* **How to complete this task**
Gather from the material every line that contains the string "highway".

* **Dataset extract**
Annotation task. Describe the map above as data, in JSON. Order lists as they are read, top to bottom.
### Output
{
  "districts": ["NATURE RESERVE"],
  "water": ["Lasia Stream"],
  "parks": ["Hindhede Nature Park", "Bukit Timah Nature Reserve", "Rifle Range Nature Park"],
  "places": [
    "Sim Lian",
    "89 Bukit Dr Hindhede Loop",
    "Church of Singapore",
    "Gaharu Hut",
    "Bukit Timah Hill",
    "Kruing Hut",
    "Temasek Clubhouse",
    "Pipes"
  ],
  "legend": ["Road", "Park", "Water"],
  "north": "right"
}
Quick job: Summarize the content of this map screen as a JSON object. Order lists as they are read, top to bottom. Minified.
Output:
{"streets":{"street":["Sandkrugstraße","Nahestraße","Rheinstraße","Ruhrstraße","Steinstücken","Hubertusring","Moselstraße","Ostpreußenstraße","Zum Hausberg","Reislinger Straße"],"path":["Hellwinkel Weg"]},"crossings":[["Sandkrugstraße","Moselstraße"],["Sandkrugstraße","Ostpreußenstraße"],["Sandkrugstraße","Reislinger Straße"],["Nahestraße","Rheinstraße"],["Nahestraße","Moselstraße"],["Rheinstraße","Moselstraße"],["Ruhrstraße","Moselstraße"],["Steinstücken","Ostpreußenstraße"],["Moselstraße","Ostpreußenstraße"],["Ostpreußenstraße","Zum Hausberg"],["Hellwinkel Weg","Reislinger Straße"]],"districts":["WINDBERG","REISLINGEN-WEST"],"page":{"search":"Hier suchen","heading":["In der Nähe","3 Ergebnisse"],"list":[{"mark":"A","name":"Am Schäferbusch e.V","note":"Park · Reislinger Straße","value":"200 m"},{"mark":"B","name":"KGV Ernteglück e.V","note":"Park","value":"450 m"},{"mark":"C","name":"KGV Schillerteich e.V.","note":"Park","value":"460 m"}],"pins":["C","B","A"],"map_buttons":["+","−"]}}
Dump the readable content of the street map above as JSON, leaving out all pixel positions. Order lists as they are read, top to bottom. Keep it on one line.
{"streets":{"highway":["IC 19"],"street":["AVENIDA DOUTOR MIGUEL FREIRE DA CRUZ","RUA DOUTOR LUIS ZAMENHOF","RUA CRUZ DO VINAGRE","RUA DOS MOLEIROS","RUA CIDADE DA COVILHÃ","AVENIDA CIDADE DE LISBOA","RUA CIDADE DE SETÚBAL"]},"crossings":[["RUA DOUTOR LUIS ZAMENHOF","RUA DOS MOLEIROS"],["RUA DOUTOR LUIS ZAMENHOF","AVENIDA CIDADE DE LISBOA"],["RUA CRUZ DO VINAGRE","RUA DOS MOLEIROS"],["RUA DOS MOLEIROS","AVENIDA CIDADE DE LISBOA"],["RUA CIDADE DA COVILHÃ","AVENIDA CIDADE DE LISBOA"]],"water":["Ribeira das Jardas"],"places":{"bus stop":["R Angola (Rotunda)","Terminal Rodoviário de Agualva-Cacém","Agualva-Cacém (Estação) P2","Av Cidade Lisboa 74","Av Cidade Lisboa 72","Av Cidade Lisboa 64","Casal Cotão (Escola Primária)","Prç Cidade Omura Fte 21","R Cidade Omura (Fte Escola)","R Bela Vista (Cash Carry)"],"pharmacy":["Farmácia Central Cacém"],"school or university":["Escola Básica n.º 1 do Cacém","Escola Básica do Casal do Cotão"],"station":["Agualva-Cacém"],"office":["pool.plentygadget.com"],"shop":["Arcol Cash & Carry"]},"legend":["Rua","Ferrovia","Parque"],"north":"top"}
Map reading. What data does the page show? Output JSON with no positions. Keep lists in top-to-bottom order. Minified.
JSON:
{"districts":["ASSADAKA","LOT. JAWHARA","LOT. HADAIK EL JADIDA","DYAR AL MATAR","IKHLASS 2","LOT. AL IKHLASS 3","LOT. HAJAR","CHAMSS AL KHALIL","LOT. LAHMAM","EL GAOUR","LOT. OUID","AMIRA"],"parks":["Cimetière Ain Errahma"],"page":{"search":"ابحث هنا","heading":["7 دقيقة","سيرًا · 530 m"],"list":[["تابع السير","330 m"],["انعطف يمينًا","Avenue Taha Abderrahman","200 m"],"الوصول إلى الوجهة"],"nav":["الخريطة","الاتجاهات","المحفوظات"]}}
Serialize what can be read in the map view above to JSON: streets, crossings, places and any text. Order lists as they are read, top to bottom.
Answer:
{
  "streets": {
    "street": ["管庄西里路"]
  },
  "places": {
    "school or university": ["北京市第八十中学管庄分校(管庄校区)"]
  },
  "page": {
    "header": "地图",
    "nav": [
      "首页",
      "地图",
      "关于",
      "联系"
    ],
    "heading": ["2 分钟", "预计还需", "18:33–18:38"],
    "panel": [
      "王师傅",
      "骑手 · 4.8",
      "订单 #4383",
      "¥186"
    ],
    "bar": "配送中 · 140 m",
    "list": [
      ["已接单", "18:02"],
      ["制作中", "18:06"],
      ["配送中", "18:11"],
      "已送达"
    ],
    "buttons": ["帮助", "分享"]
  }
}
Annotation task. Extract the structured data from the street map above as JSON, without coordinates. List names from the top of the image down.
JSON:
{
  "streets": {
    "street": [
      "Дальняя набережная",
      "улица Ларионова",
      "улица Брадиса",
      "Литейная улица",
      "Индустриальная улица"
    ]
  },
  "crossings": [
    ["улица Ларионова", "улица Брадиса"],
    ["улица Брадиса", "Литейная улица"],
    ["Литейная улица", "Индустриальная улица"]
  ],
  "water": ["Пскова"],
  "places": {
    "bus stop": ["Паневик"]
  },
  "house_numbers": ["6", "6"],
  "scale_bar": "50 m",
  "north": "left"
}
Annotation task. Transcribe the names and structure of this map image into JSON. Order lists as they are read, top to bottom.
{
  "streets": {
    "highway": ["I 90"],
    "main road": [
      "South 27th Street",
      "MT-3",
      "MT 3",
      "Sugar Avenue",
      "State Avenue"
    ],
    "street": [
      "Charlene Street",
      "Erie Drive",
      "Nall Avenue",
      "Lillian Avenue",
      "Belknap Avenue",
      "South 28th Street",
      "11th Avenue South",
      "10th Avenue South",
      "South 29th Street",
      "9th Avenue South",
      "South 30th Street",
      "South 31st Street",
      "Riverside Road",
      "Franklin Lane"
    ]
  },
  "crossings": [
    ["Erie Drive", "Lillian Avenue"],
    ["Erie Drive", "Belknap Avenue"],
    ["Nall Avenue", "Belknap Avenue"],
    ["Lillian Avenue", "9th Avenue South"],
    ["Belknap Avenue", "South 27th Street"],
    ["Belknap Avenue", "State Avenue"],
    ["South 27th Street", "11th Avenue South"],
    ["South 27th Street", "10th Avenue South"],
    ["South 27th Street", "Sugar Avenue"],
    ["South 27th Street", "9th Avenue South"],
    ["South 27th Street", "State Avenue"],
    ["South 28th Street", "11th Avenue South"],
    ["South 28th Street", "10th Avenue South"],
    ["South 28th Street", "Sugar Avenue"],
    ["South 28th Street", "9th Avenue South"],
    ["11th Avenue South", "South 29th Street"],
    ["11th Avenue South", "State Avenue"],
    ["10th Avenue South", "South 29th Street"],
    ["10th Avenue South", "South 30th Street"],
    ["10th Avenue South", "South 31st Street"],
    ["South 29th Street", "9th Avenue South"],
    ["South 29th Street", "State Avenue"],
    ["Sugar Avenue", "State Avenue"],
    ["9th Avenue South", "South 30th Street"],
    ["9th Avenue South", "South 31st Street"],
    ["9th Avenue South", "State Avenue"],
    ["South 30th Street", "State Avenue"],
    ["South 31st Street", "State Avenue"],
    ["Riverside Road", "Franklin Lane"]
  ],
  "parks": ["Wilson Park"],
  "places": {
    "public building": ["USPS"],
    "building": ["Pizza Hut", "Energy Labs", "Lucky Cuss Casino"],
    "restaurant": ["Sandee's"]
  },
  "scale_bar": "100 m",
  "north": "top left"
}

* **Answer section**
{"streets":{"highway":["IC 19"],"street":["AVENIDA DOUTOR MIGUEL FREIRE DA CRUZ","RUA DOUTOR LUIS ZAMENHOF","RUA CRUZ DO VINAGRE","RUA DOS MOLEIROS","RUA CIDADE DA COVILHÃ","AVENIDA CIDADE DE LISBOA","RUA CIDADE DE SETÚBAL"]},"crossings":[["RUA DOUTOR LUIS ZAMENHOF","RUA DOS MOLEIROS"],["RUA DOUTOR LUIS ZAMENHOF","AVENIDA CIDADE DE LISBOA"],["RUA CRUZ DO VINAGRE","RUA DOS MOLEIROS"],["RUA DOS MOLEIROS","AVENIDA CIDADE DE LISBOA"],["RUA CIDADE DA COVILHÃ","AVENIDA CIDADE DE LISBOA"]],"water":["Ribeira das Jardas"],"places":{"bus stop":["R Angola (Rotunda)","Terminal Rodoviário de Agualva-Cacém","Agualva-Cacém (Estação) P2","Av Cidade Lisboa 74","Av Cidade Lisboa 72","Av Cidade Lisboa 64","Casal Cotão (Escola Primária)","Prç Cidade Omura Fte 21","R Cidade Omura (Fte Escola)","R Bela Vista (Cash Carry)"],"pharmacy":["Farmácia Central Cacém"],"school or university":["Escola Básica n.º 1 do Cacém","Escola Básica do Casal do Cotão"],"station":["Agualva-Cacém"],"office":["pool.plentygadget.com"],"shop":["Arcol Cash & Carry"]},"legend":["Rua","Ferrovia","Parque"],"north":"top"}
    "highway": ["I 90"],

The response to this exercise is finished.